Documentation Index Fetch the complete documentation index at: https://docs.aevyra.ai/llms.txt
Use this file to discover all available pages before exploring further.
Install
pip install aevyra-reflex
That’s the entire setup. No YAML config, no framework to configure, no
separate server. This also installs
aevyra-verdict for evaluation.
Set your API keys
Set keys for whichever model provider you’re using:
export OPENROUTER_API_KEY = sk-or- ... # for OpenRouter models (eval + reasoning)
export ANTHROPIC_API_KEY = sk-ant- ... # if using Claude as the reasoning model
export OPENAI_API_KEY = sk- ... # if optimizing an OpenAI model
For local models (Ollama), no key is needed — everything runs on your machine:
aevyra-reflex optimize dataset.jsonl prompt.md \
-m local/llama3.1:8b \
--reasoning-model ollama/qwen3:8b
Run the example
The examples/ directory includes a ready-to-run dataset: 100 security
incident reports where the task is to produce a strict 3-sentence executive
brief. The starting prompt is four words. The model starts at 0.38 and finishes
at 0.89 — a 134% improvement, statistically significant on held-out data.

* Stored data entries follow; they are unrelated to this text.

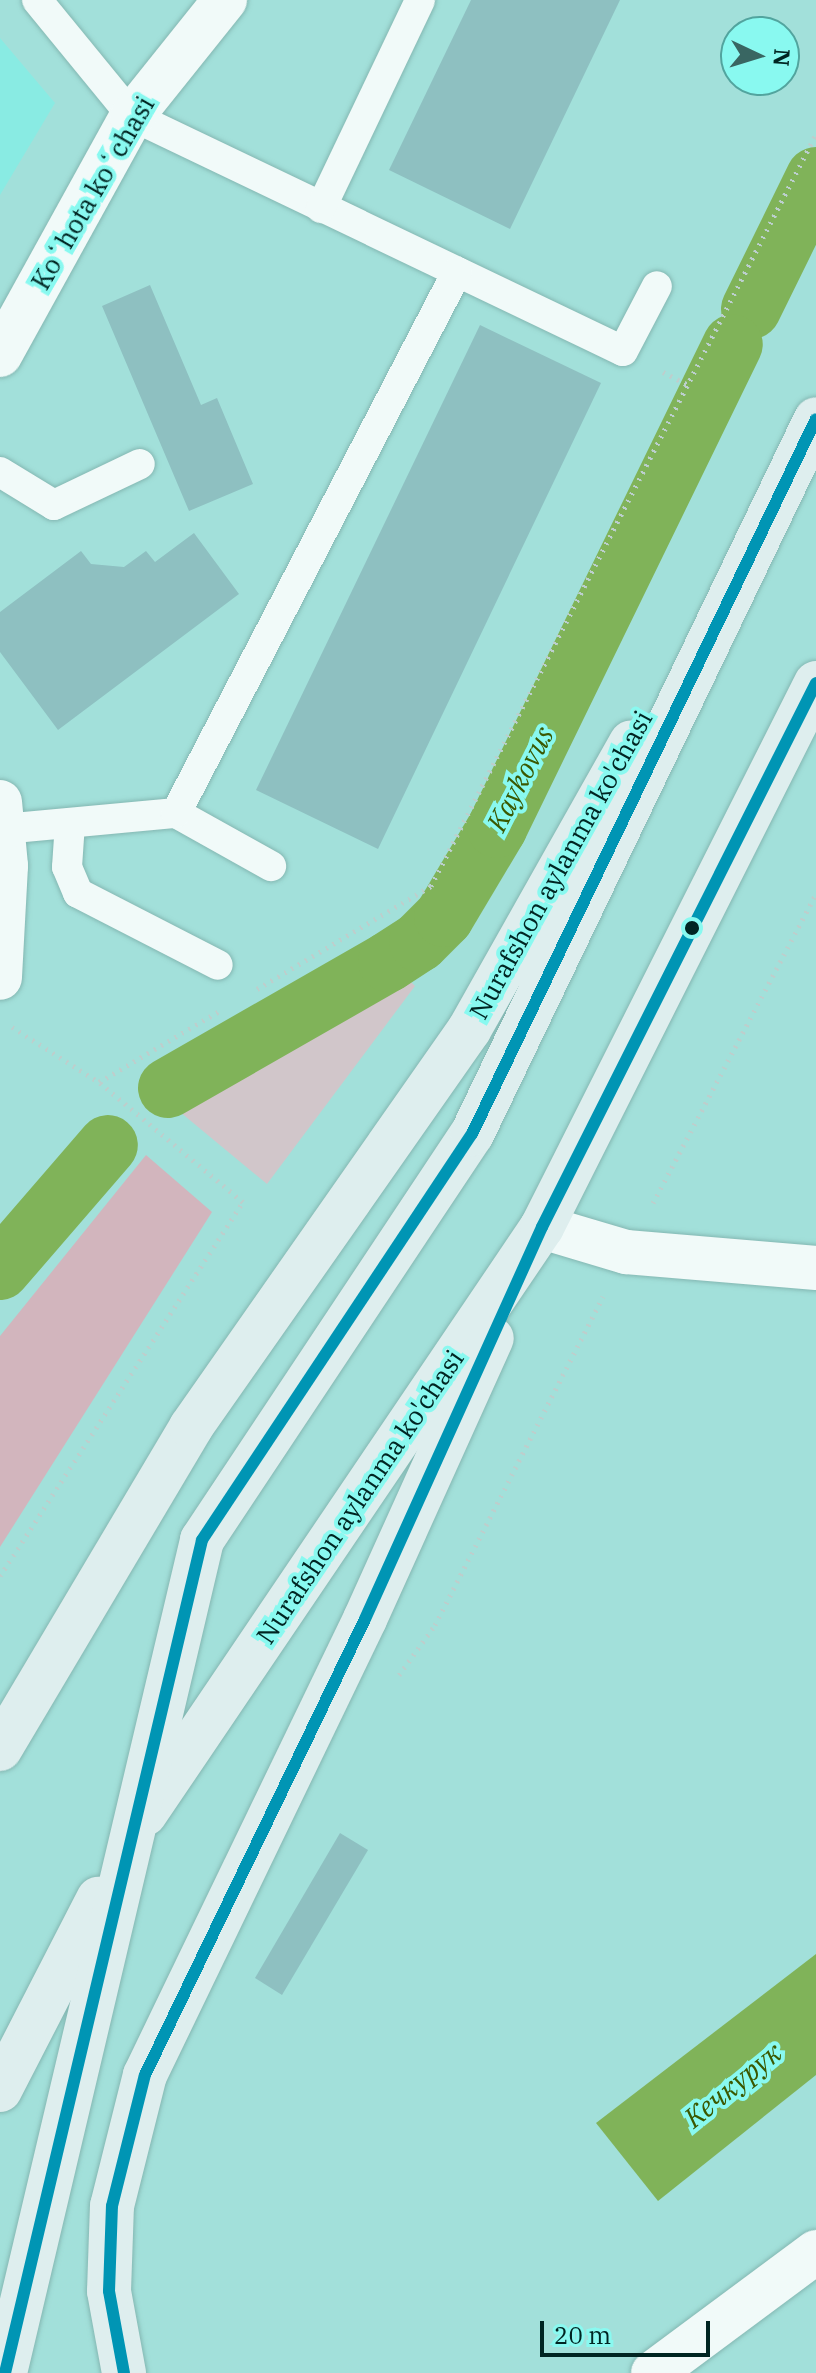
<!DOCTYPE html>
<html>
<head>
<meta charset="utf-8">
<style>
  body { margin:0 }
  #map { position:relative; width:816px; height:2373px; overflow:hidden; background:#a2e0da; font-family:"IBM Plex Serif",serif }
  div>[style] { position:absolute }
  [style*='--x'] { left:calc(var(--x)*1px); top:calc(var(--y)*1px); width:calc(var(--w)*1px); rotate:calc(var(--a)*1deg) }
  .built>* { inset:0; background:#89ebe3 }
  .green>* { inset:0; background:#d1c6ca }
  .forest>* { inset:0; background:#d2b5bd }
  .water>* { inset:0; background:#80b359 }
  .canal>* { height:60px; margin:-30px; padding:0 30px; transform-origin:30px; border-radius:30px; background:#80b359 }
  .building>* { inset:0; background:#8ec0c1 }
  .path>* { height:5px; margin-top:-2.5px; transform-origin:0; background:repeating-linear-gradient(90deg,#bccfcd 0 2px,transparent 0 8px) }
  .roads { filter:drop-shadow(0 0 2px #84b7b2) drop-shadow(0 0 2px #84b7b2) }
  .service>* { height:30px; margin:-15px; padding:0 15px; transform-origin:15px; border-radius:15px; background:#f1faf9 }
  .minor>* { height:44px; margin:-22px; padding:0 22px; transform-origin:22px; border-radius:22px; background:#f1faf9 }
  .primary>* { height:44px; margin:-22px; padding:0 22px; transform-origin:22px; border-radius:22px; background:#deeeee }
  .bus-1>* { height:12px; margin:-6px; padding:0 6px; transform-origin:6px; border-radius:6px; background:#0095b4 }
  .dots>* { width:22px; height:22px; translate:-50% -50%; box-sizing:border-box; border:4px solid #89f9f0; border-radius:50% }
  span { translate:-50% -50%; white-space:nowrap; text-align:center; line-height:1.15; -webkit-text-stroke:8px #89f9f0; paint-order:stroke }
  .street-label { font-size:26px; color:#002522 }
  .water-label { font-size:28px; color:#3a5800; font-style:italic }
  .north { position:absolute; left:720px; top:16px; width:80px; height:80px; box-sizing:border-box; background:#89f9f0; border:2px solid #52a49e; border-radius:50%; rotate:94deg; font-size:22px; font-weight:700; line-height:32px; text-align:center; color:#002522 }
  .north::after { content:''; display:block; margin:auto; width:28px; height:36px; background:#396662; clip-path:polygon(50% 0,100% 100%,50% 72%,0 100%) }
  .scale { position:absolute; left:540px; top:2321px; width:170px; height:36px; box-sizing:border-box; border:4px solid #002522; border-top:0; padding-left:10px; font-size:24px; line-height:28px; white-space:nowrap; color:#002522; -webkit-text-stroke:6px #89f9f0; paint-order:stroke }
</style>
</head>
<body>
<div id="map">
  <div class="built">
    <div style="clip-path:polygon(0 38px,55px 103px,0 195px)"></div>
  </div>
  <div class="green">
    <div style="clip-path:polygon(399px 970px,415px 986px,267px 1184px,180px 1112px,203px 1085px)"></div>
  </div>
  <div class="forest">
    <div style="clip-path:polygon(146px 1155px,212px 1212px,0 1547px,0 1336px)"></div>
  </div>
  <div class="water">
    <div style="clip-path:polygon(816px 1954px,816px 2075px,658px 2201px,596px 2123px)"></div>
  </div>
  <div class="canal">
    <div style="--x:751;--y:309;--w:147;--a:-63.8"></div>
    <div style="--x:168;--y:1088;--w:254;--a:-29.8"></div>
    <div style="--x:388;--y:962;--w:37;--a:-33"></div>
    <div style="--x:419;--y:942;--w:35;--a:-45"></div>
    <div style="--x:444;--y:917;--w:104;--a:-59.2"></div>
    <div style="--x:497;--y:828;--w:538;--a:-64.01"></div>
    <div style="--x:0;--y:1270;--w:165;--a:-49.2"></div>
  </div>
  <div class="building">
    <div style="clip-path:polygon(471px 0,620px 0,510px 229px,389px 170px)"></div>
    <div style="clip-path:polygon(150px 285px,201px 405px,217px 398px,253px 484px,189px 511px,102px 306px)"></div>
    <div style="clip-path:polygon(480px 325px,601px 383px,378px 849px,256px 790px)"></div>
    <div style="clip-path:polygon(194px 533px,239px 594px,58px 730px,0 652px,0 612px,81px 551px,91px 564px,124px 567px,146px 551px,155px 562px)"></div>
    <div style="clip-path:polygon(340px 1833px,368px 1850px,282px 1995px,255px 1978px)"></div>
  </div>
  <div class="path">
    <div style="--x:663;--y:372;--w:29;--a:27"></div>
    <div style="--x:257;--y:989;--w:202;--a:-30.6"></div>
    <div style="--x:431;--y:886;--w:845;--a:-62.89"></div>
    <div style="--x:12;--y:1027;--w:103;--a:32.3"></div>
    <div style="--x:653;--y:1203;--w:349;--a:-62.2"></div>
    <div style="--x:0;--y:1576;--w:446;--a:-57"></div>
    <div style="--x:243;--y:1202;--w:187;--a:-140.2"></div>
    <div style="--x:99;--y:1082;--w:142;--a:-30.5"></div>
    <div style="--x:399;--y:1675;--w:62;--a:-54.2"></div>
    <div style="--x:435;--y:1625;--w:369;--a:-62.9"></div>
  </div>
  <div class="roads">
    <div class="service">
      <div style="--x:37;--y:0;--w:150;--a:50.7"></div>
      <div style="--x:132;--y:116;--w:544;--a:25.58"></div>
      <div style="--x:623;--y:351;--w:73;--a:-62.4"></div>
      <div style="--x:321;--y:208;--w:230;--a:-64.5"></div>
      <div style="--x:0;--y:472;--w:63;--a:31.4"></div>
      <div style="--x:54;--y:505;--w:95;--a:-25.5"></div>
      <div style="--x:176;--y:813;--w:109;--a:29.2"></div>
      <div style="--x:70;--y:823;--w:44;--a:93.9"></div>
      <div style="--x:67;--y:867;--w:28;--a:67"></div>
      <div style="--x:78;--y:893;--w:157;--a:27.2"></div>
      <div style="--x:3;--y:829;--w:174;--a:-5.3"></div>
      <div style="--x:176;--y:813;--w:610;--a:-62.55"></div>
    </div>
    <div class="minor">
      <div style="--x:0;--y:355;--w:273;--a:-61.1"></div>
      <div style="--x:132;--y:116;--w:149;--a:-51.3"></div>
      <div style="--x:0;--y:802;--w:64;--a:84.6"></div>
      <div style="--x:6;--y:866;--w:112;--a:93.1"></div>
      <div style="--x:542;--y:1227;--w:88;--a:16.6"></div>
      <div style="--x:626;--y:1252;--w:191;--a:4.8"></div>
      <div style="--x:653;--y:2373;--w:203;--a:-36.6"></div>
    </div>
    <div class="primary">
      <div style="--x:0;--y:1749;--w:374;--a:-59.3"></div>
      <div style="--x:191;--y:1427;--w:485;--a:-55"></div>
      <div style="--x:469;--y:1030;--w:330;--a:-60.6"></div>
      <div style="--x:145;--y:1814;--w:709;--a:-55.93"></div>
      <div style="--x:542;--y:1227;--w:609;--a:-63.27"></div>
      <div style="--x:0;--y:2090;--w:215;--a:-62.8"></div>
      <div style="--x:5;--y:2373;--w:856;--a:-76.69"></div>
      <div style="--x:202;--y:1540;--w:488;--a:-56.4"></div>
      <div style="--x:472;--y:1134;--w:793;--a:-64.31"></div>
      <div style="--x:124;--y:2373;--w:83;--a:-100.4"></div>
      <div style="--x:109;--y:2291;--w:85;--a:-88"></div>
      <div style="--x:112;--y:2206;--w:135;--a:-75.9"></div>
      <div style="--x:145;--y:2075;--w:506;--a:-64.24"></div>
      <div style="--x:365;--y:1619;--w:308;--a:-65.7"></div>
    </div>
  </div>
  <div class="bus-1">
    <div style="--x:5;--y:2373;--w:856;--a:-76.69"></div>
    <div style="--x:202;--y:1540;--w:488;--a:-56.4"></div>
    <div style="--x:472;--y:1134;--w:793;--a:-64.31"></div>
    <div style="--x:124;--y:2373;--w:83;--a:-100.4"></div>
    <div style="--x:109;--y:2291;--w:85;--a:-88"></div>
    <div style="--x:112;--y:2206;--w:135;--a:-75.9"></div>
    <div style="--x:145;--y:2075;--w:506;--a:-64.24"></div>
    <div style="--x:365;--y:1619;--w:430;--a:-65.7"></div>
    <div style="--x:542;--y:1227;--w:609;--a:-63.27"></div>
  </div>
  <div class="dots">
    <div style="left:692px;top:928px;background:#002522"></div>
  </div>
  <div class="street-label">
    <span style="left:93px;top:193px;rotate:-60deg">Koʻhota koʻchasi</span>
    <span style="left:561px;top:865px;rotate:-61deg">Nurafshon aylanma ko'chasi</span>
    <span style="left:360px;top:1497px;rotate:-56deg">Nurafshon aylanma ko'chasi</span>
  </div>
  <div class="water-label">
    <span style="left:520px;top:779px;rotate:-63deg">Kaykovus</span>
    <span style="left:733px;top:2085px;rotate:-39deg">Кечкурук</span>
  </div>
  <div class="north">N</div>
  <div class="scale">20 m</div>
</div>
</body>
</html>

export OPENROUTER_API_KEY = sk-or- ...
aevyra-reflex optimize examples/security_incidents.jsonl \
examples/security_incidents_prompt.md \
-m openrouter/meta-llama/llama-3.1-8b-instruct \
--reasoning-model openrouter/qwen/qwen3-8b \
--judge openrouter/qwen/qwen3-8b \
--judge-criteria examples/security_incidents_judge.md \
--max-workers 4 \
-o examples/security_incidents_best_prompt.md
You’ll see a baseline eval, 4 strategy phases, and a final test set verification:
====================================================
OPTIMIZATION RESULTS
====================================================
Train/val/test : 45 / 20 / 35 samples
Baseline score : 0.3786 (on 35-sample test set)
Final score : 0.8857 (on 35-sample test set)

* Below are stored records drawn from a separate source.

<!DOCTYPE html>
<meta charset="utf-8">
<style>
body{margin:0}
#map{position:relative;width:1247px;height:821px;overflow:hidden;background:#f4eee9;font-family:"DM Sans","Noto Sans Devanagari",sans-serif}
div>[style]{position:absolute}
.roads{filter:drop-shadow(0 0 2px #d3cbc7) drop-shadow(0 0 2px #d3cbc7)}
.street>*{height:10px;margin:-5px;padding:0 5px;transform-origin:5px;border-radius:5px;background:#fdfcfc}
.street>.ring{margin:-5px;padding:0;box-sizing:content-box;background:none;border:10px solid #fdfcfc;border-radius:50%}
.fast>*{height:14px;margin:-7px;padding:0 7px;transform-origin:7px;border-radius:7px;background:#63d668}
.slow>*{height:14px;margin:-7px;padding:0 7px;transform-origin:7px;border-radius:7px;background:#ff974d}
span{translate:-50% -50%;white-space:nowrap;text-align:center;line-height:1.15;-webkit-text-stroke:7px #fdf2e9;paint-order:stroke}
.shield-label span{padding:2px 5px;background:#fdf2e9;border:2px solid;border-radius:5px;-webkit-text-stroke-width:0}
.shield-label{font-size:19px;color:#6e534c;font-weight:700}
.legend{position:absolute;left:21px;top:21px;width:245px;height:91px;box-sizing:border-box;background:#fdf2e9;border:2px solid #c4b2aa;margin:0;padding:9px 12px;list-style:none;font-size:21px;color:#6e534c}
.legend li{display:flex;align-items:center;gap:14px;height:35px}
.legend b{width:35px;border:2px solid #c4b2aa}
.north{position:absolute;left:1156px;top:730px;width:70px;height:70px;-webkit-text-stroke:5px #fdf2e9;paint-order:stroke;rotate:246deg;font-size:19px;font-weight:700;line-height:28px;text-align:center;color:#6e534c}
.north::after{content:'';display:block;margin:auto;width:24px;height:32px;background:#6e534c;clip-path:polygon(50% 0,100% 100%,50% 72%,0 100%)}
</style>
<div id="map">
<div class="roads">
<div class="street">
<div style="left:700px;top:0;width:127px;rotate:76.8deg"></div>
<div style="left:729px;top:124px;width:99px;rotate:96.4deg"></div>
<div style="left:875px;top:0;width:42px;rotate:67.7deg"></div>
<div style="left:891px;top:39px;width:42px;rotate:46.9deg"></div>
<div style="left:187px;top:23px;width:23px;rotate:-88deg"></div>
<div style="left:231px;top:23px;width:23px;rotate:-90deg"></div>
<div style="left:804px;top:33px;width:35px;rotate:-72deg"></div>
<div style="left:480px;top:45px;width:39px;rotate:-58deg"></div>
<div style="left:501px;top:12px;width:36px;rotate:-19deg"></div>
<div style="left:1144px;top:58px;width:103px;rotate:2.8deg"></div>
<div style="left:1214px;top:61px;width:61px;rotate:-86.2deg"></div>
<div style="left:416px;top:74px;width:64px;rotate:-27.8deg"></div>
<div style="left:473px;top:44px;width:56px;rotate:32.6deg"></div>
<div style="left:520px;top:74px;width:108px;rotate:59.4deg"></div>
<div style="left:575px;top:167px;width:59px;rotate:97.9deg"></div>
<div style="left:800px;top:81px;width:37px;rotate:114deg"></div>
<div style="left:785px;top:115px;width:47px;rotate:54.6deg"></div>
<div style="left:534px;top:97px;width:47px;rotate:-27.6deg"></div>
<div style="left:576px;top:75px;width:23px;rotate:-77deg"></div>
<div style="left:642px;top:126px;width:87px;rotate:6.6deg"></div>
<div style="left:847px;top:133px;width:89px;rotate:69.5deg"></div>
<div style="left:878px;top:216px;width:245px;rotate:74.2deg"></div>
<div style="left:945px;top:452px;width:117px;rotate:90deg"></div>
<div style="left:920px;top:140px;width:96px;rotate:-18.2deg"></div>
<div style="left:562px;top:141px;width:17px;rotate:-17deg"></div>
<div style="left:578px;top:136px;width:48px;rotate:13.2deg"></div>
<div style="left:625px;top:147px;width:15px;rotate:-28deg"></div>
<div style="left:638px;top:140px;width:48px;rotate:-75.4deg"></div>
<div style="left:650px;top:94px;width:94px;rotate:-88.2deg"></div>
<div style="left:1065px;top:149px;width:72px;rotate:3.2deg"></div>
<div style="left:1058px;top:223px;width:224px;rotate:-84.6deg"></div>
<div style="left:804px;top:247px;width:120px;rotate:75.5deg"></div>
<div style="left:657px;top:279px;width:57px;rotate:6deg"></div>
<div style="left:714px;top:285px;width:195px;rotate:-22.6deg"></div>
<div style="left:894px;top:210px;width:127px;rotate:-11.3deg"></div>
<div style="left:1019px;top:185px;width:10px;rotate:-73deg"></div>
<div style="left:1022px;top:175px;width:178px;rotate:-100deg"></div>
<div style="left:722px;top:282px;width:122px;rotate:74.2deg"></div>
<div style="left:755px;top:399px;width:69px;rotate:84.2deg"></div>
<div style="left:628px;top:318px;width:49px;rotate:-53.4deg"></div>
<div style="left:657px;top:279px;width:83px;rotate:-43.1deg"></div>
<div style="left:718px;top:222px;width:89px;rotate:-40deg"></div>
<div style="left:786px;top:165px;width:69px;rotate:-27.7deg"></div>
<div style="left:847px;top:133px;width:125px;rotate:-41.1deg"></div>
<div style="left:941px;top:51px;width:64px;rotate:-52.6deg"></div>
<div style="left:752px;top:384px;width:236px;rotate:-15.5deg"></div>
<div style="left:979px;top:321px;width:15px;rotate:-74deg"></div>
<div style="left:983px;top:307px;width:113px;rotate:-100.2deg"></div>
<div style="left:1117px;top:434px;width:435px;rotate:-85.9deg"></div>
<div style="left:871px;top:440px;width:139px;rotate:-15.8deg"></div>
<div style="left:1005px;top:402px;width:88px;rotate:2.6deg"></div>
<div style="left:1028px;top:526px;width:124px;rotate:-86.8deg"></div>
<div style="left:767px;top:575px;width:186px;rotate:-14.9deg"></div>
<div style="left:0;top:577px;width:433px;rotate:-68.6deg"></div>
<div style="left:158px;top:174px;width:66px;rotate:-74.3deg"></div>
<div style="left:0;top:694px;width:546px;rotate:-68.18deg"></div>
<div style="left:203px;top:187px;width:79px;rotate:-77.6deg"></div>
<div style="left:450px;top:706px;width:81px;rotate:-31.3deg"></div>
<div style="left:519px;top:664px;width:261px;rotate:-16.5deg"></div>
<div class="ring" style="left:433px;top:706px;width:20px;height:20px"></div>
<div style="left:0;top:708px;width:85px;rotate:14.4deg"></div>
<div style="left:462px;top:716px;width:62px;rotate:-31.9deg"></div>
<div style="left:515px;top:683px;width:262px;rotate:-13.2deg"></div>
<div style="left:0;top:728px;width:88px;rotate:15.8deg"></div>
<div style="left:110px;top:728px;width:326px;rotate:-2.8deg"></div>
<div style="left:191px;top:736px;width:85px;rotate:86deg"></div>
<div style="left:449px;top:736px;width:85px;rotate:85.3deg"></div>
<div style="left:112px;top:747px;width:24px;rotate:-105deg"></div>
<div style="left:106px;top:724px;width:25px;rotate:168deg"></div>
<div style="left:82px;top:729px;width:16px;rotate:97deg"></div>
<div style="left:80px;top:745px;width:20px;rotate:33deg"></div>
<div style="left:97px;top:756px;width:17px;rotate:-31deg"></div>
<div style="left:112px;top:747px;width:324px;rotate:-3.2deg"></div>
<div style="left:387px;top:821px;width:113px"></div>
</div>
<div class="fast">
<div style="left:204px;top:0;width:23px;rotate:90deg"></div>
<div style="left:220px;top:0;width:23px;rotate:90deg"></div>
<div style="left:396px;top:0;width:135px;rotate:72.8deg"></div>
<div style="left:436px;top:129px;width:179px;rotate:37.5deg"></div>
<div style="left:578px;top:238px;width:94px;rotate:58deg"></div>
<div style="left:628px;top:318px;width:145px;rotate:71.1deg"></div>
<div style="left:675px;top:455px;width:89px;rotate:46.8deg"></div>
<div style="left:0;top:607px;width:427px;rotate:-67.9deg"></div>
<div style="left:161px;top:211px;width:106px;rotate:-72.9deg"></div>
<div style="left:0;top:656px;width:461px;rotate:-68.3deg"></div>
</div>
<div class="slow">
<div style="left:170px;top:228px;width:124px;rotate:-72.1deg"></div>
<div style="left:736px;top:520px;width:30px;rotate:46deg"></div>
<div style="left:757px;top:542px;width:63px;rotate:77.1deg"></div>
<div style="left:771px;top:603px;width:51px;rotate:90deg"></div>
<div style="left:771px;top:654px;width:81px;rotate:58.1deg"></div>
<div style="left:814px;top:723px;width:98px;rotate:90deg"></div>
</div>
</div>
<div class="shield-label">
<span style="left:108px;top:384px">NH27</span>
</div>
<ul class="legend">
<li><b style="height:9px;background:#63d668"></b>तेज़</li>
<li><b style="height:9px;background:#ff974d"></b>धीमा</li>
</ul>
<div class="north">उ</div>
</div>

Improvement : +0.5071 (+134.0%)
Significance : p=0.0000 ✓ significant (α=0.05, paired test)
Iterations : 10
Converged : True
====================================================
See the full walkthrough for a
phase-by-phase breakdown of every decision reflex made.
Bring your own dataset
Use the same JSONL format as verdict — each line has messages and an ideal answer:
{ "messages" : [{ "role" : "user" , "content" : "What is the capital of France?" }], "ideal" : "Paris" }
{ "messages" : [{ "role" : "user" , "content" : "Explain binary search in one sentence." }], "ideal" : "Binary search repeatedly halves a sorted array to find a target value in O(log n) time." }
CSV is also supported:
aevyra-reflex optimize data.csv prompt.md -m openrouter/meta-llama/llama-3.1-8b-instruct
No ideal answers? Use an LLM judge instead of automated metrics — see
Label-free evaluation .
Write a starting prompt
Create a plain text file with your system prompt. It doesn’t need to be good —
reflex will improve it:
You are a helpful assistant. Answer questions concisely.
Use the Python API
from aevyra_verdict import Dataset, LLMJudge
from aevyra_verdict.providers import OpenRouterProvider
from aevyra_reflex import PromptOptimizer
from pathlib import Path
result = (
PromptOptimizer()
.set_dataset(Dataset.from_jsonl( "examples/security_incidents.jsonl" ))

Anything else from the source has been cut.